→ **Task objective**
With the entries below as the source, tally the lines that contain the string "column" and give the number only.
##############################
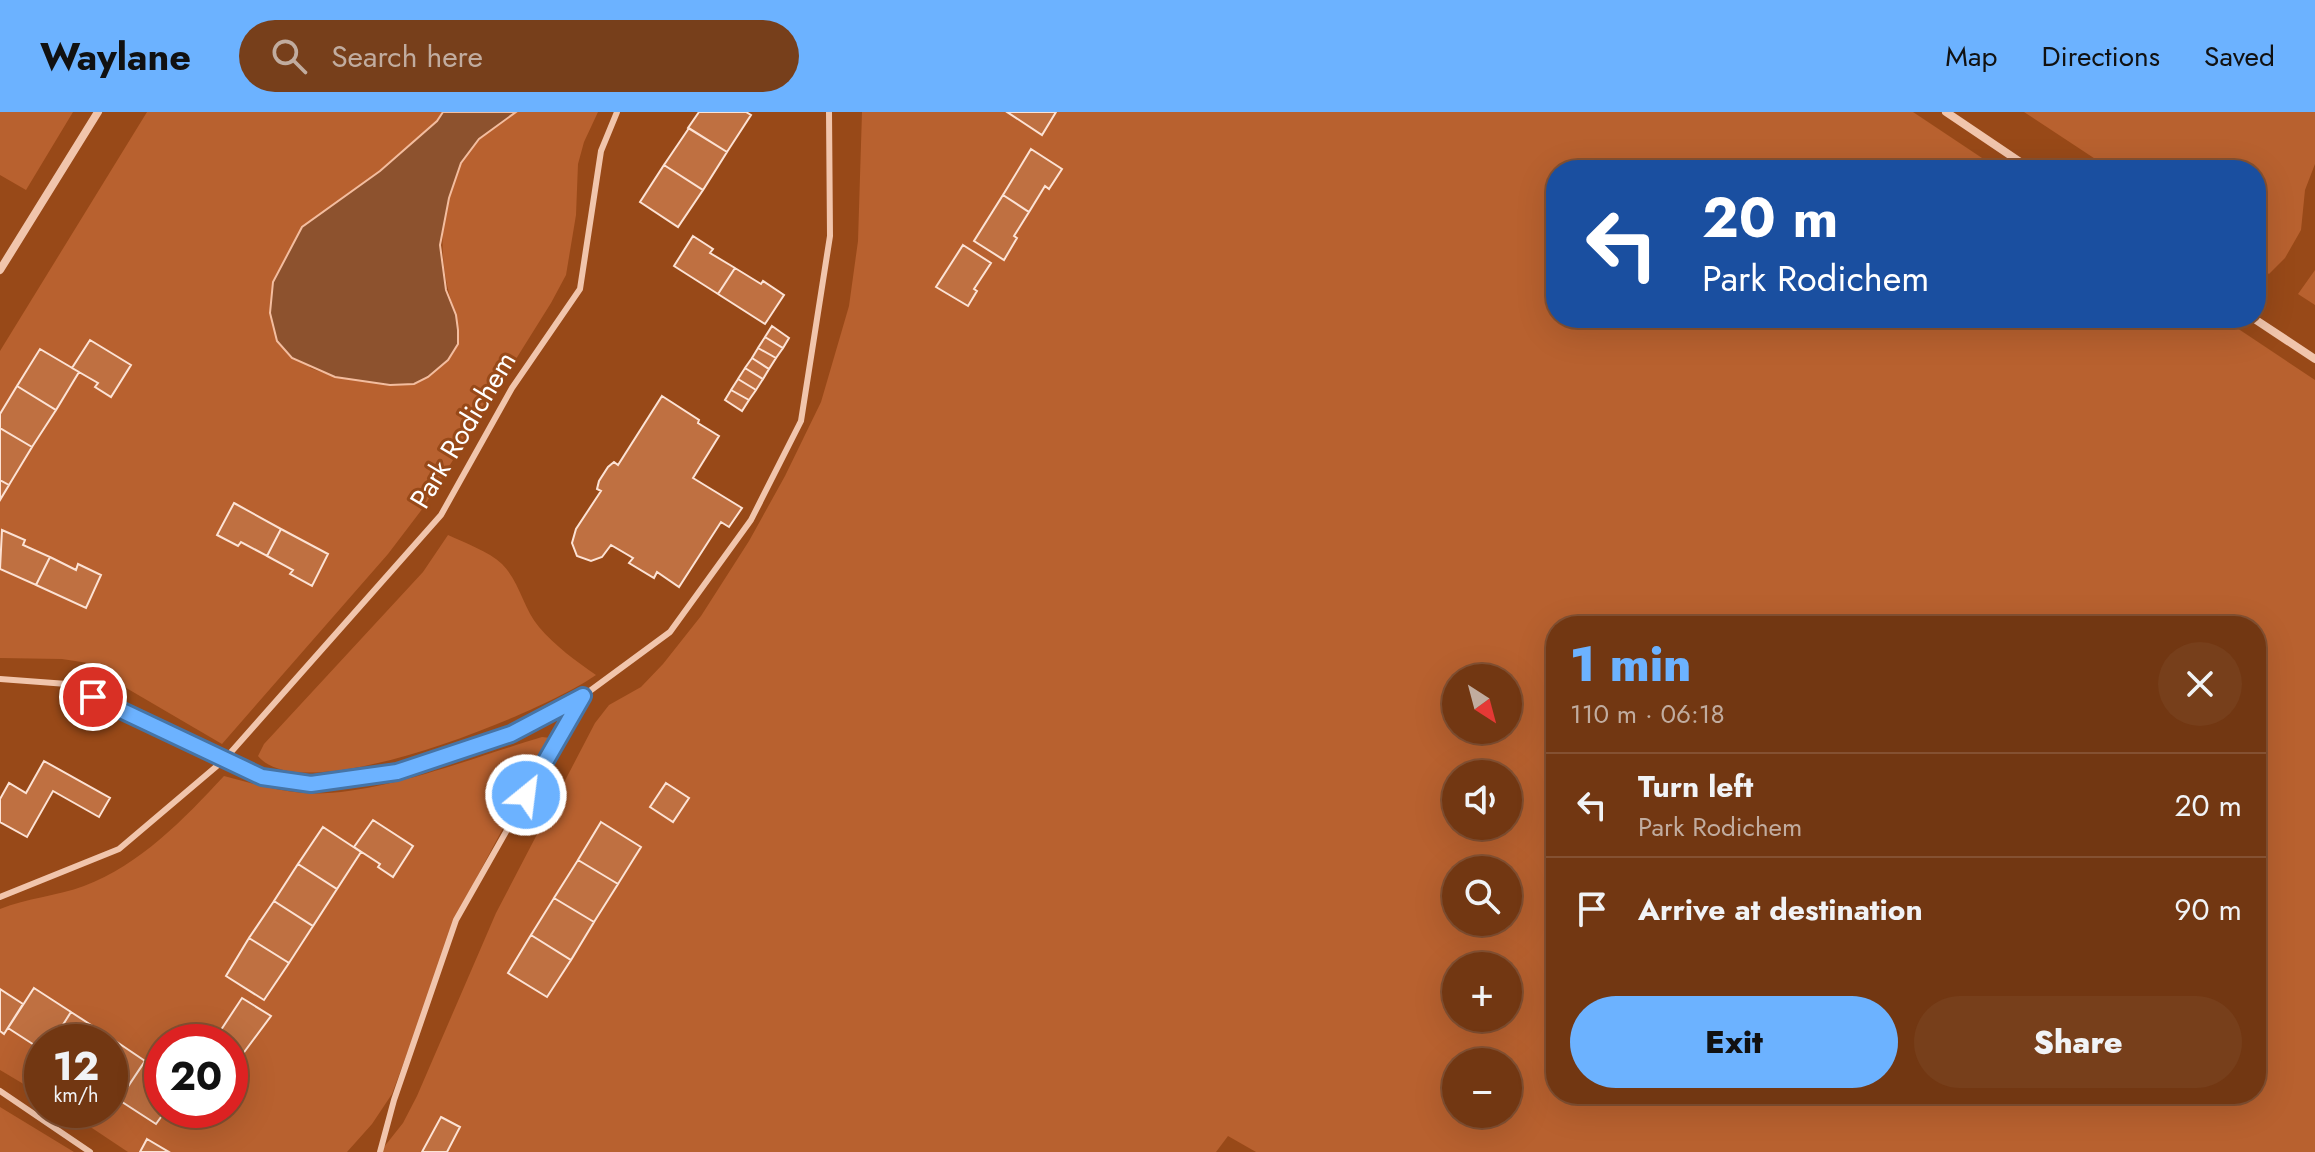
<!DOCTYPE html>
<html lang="en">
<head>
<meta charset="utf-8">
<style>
	:root { --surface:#723712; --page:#773f1b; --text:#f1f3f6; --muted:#c1ac9f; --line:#845132; --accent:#6cb2ff }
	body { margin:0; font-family:Jost,sans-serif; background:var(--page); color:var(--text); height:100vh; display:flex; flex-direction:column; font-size:30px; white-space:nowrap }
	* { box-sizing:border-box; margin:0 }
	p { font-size:26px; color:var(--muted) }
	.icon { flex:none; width:44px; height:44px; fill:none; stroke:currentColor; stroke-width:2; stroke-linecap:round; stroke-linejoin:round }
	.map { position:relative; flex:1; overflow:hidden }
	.side { position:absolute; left:1546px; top:504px; width:720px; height:488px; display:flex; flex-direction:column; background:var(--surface); border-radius:32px; box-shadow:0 8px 32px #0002,0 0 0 2px var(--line) }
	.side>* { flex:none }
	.hud { position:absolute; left:1546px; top:48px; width:720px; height:168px; border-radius:32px; box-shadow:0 8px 32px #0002,0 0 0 2px var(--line); background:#1a4fa0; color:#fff; overflow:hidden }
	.needle { width:52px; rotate:144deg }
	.buttons { position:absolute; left:1442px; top:552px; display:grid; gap:16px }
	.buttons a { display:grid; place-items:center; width:80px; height:80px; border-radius:50%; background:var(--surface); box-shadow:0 8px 32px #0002,0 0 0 2px var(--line); font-size:40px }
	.speed { position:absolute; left:24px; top:912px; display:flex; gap:16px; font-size:40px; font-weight:700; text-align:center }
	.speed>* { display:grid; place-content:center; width:104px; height:104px; border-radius:50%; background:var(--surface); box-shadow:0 8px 32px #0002,0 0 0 2px var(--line); line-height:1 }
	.speed small { font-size:20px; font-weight:400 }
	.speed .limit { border:12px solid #d22; background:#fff; color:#111 }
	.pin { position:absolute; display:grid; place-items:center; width:68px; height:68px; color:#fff; margin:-34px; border:4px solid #fff; border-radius:50%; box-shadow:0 2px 8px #0007 }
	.me { position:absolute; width:88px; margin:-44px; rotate:29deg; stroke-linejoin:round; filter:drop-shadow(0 0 6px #0008) }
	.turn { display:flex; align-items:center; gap:28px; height:168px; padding:0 24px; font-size:36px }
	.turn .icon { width:104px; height:104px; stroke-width:2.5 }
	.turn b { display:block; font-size:56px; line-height:68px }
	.round { display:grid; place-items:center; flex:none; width:84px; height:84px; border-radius:42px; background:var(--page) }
	.head { display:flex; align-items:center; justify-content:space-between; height:136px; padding:0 24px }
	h1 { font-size:48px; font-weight:800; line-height:60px; color:var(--accent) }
	.cta { display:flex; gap:16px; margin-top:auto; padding:16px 24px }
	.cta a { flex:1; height:92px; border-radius:48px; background:var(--accent); color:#111; font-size:32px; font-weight:800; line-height:92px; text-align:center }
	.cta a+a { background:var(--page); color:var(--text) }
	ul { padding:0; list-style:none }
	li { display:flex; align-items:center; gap:24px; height:104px; padding:0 24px; border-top:2px solid var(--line) }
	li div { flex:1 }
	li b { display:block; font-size:30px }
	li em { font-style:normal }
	header { display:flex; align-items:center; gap:48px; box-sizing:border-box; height:112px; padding:0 40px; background:var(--accent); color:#111 }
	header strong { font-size:38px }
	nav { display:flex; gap:44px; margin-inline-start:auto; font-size:28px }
	.search { width:560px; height:72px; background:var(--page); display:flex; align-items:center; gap:20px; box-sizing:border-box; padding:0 28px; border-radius:44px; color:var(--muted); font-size:30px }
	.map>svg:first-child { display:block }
	.green { fill:#b8612f; fill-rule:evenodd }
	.water { fill:#8d522e; stroke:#f3bd9f; stroke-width:2 }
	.building { fill:#bf7041; stroke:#fce2d4; stroke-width:2 }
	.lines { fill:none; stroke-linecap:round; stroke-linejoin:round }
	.service { stroke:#f1c5ac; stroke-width:6 }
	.minor { stroke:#f1c5ac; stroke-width:8 }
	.route-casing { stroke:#4674a6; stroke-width:20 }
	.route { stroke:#6cb2ff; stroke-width:14 }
	.labels { text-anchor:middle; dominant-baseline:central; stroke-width:6; stroke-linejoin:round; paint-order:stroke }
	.street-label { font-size:28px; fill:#fff; stroke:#984918 }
</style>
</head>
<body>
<header>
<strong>Waylane</strong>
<div class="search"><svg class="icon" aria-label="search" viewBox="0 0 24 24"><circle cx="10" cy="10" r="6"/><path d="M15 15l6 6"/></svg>Search here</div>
<nav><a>Map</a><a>Directions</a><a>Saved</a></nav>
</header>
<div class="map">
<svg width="2315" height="1040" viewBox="0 0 2315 1040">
	<rect width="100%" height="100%" fill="#984918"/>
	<path class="green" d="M0,0H73L26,78L0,63Z
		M147,0H443L437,9L380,59L302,115L310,256L335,265L390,273L456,203C433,144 436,58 492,17C499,12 509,2 517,0C534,0 578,0 598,0L584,30L578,52L576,103L566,163L551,191L423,396L388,442L222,632L116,570L88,551L62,547L0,546V239Z
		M862,0H1913L2000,58H1556V206H2222L2315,268V1040H1256L1228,1024L1216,1040H380L403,1011L417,984L496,801L595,611L609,593L641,575L663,552L701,504L749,429L785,364L821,290L849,194L858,129ZM1556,514H2256V982H1556ZM1456,566H1508V618H1456ZM1456,662H1508V714H1456ZM1456,758H1508V810H1456ZM1456,854H1508V906H1456ZM1456,950H1508V1002H1456Z
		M2024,0H2315V52L2305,78L2301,118L2285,146L2269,162L2256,153V58H2112Z
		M2315,158V193L2298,182Z
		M448,423C465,431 488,439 502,452C520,470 523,496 539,515C555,534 576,549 596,563C546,599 303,700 258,644L264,632L423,460Z
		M542,625L551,626L477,765L452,821L392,982L372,1012L347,1040H128L65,998H110V930H42V983L0,958V797C27,786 57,784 84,774C140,753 184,707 224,664C250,671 276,679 303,681C373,686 474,645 542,625ZM162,930H230V998H162Z
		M0,995L74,1040H0Z"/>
	<path class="water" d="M443,0H516L479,27L461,51L449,86L440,133L446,178L456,203L458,218V232L448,248L428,265L414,272L390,273L335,265L292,246L277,229L270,201L273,170L302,115L380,59L437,9Z"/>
	<path class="building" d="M699,0H746L751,3L727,40L688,16Z
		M1007,0H1056L1042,23Z
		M689,16L727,40L703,78L664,53Z
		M1031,37L1062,57L1049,77L1045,74L1029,100L1003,83Z
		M664,53L703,78L678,115L640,90Z
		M1003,83L1029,100L1014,124L1017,126L1004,148L974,129Z
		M693,124L713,137L710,141L735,156L718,182L674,154Z
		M963,133L991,151L974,177L977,179L968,194L936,175Z
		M735,156L761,172L763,169L784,183L765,212L718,182Z
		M772,214L789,226L783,236L765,225Z
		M765,225L783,236L776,246L758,236Z
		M90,228L131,253L111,285L95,275L98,271L72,256Z
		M758,236L776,246L769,257L752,246Z
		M40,237L79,260L56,298L17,274Z
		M752,246L769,257L763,267L745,256Z
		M745,256L763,267L756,278L738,267Z
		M738,267L756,278L749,288L731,278Z
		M17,274L56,298L32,335L0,316V302Z
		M731,278L749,288L742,299L725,288Z
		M662,284L699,308L698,311L719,324L693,366L742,396L729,415L721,410L679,475L657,460L654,466L629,451L633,446L611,433L602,445L591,449L577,444L572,431L576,417L601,379L597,377L599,369L608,355L614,350L618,353Z
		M0,316L32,335L9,373L0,368Z
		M0,368L9,373L0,388Z
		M234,391L281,417L267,444L241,430L238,434L217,423Z
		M281,417L328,442L312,474L290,462L293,458L267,444Z
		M2,418L25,428L23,433L50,445L36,473L0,457Z
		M50,445L76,458L78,452L101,463L86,496L36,473Z
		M44,649L110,686L99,705L53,679L27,725L0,710V687L9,671L26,681Z
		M666,671L689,686L673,710L650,695Z
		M373,708L413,734L393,765L378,755L380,752L354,735Z
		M601,710L641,735L618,772L578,748Z
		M323,715L361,740L337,777L298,752Z
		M578,748L618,772L594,810L554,786Z
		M298,752L337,777L313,814L274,789Z
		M554,786L594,810L571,848L531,823Z
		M274,789L313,814L289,851L249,826Z
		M531,823L571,848L547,885L508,861Z
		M249,826L289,851L264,888L226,864Z
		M34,876L71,900L52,930H42V938L8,916Z
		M0,877L23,892L4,922L0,919Z
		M242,886L271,904L239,947L230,942V930H213Z
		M71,900L108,924L104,930H52Z
		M108,924L145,949L119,988L110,982V930H104Z
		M230,942L239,947L230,961Z
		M145,949L162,960V998H166L156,1012L119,988Z
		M441,1005L460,1015L447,1040H422Z
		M147,1027L169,1040H140Z"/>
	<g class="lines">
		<path class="service" d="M0,567L67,572L262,665L311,672L397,660L511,622L582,584
			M0,785L119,737L224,648L441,403L512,276L580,177L601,39L617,0
			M0,979L90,1040
			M380,1040L394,988L456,808L583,584L670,520L751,408L801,309L830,124L829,0"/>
		<path class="minor" d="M1946,0L2032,58
			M0,158L98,0
			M2253,206L2315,247"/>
	</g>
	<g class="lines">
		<g class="route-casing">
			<path id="route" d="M93,585L262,665L311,672L397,660L511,622L583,584L526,683"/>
		</g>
		<use href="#route" class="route"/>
	</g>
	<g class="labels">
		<g class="street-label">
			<text transform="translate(463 318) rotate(-59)">Park Rodichem</text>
		</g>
	</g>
</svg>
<div class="buttons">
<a><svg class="needle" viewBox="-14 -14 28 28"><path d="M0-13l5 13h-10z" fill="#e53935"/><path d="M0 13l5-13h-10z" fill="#c1ac9f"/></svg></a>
<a><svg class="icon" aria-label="sound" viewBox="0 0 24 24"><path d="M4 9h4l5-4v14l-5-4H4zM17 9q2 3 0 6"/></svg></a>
<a><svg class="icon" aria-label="search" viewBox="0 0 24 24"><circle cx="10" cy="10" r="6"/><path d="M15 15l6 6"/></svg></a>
<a>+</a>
<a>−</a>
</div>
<div class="speed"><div>12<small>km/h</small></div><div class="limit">20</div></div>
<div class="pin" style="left:93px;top:585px;background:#d93025"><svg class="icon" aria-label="arrive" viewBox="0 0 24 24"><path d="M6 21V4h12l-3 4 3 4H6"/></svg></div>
<svg class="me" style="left:526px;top:683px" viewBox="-20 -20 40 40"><circle r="17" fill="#6cb2ff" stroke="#fff" stroke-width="3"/><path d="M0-11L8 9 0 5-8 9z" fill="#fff"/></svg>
<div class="hud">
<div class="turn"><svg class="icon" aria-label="left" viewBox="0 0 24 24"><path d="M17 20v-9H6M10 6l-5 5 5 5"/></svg><div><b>20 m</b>Park Rodichem</div></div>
</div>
<section class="side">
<div class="head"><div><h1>1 min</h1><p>110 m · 06:18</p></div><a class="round"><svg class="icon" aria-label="close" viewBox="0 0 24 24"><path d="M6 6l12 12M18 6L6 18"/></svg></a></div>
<ul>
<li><svg class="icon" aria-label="left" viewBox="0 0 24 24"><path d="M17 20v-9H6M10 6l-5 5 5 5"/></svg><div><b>Turn left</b><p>Park Rodichem</p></div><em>20 m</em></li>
<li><svg class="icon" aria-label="arrive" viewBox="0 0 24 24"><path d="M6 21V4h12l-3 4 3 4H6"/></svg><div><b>Arrive at destination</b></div><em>90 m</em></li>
</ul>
<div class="cta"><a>Exit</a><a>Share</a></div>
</section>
</div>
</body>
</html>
##############################
→ **Problem solution**
2